Robert Macfarlane est peu connu en nos contrées: il l’est en revanche énormément outre-Manche et par delà l’Atlantique où rien que ce livre magnifiquement édité en version française sous le titre de Par les chemins, aux éditions Les Arènes, a été salué dans sa version originale intitulée plus précisément The Old Ways. A Journey on foot, et parue en 2012, a été déclarée «meilleur livre de l’année» par les journaux les plus chics du monde anglo-saxon, du Guardian (dont l’auteur est un collaborateur notoire) à l’Independent, en passant par le Wall Street Journal et l’Observer, le Sunday Times et le non moins prestigieux Times Litterary Supplement, excusez du peu.

Cela pour évoquer l’impact à la fois grand public et «littéraire» d’un ouvrage dont la marche à pied constitue le vecteur principal, qui dépasse à tous égards une plate célébration de la rando sympa. L’on y découvre en effet – et le phénomène est entré dans les mœurs anglaises bien avant les modes actuelles –, le goût de la marche et des longs détours par sentiers et routes «historiques», non seulement sur terre mais de par les mers et même à travers les airs même si l’oiseau ne laisse guère de traces aussi visibles que sur la neige ou le sable… 

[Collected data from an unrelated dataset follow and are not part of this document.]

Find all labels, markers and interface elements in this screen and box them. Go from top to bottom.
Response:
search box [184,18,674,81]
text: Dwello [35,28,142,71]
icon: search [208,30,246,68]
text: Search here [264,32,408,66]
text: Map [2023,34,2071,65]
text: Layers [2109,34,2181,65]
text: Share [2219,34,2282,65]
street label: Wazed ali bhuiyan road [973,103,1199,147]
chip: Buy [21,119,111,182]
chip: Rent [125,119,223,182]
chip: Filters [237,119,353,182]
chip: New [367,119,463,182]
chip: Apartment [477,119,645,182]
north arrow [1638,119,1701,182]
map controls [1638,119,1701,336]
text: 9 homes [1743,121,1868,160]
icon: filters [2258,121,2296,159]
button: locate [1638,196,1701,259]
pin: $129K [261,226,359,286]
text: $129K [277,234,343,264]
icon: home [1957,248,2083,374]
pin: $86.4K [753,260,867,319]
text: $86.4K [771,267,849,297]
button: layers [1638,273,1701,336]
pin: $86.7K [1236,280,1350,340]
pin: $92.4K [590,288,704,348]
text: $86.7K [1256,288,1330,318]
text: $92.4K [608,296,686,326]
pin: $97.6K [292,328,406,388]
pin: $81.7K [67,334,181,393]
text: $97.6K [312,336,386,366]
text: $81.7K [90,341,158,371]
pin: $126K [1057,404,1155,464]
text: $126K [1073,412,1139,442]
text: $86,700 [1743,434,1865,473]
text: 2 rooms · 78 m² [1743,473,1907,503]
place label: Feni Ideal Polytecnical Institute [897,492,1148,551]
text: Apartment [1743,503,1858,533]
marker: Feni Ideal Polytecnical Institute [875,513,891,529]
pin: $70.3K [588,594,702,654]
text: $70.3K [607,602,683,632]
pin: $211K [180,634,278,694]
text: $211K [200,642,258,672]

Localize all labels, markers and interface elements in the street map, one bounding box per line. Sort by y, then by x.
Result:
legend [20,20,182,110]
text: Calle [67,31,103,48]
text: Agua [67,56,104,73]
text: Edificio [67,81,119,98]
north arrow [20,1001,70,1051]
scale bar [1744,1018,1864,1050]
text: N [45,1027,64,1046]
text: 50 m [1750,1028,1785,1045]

La Nature, dans la plus vaste acception du terme incluant l’espace et le temps, est retrouvée ici et parcourue comme un texte immense et merveilleux, mais aussi un palimpseste. En exergue du premier chapitre de Par les chemins (titre faisant référence au Rimbaud à «semelles de vent», soit dit en passant), un fragment de texte de Ralph Waldo Emerson, maître à penser de Thoreau le «philosophe dans les bois», mais aussi d’Annie Dillard, fixe immédiatement les contours et les occurrences d’une démarche amorcée par la marche: «Toutes les choses sont occupées à écrire leur histoire (…) Pas un pied ne foule la neige, ou ne parcourt le sol, qu’il n’imprime, en caractères plus ou moins durables, une carte de sa marche. (…) La terre n’est que memoranda et signatures; et chaque objet est tout couvert d’allusions qui parlent aux intelligents. Dans la nature, cet auto-enregistrement est incessant, et la narration est l’empreinte du sceau».

A préciser alors que les «intelligents» dont parle Emerson ne se bornent pas aux «sachants» imbus de leur savoir mais incluent tous les curieux et les aimants qui marchent en «voyageurs du temps» et ne cessent de s’émerveiller sans donner pour autant dans la niaiserie béate, car l’intelligence du monde suppose une vraie connaissance passant d’abord par les pieds – et Macfarlane vous dira comment chacune et chacun de nous gagne à penser aussi par les jambes et même par les pieds, même si l’on ne parle guère de «pédipulation» équivalant à la «manipulation» commune – et de citer ce grand marcheur parcourant trente-trois miles pendant trente-trois jours et signant ses lettres au moyen d’un tampon rouge figurant les contours de ses deux pieds pourvus d’une paire d’yeux ouverts…    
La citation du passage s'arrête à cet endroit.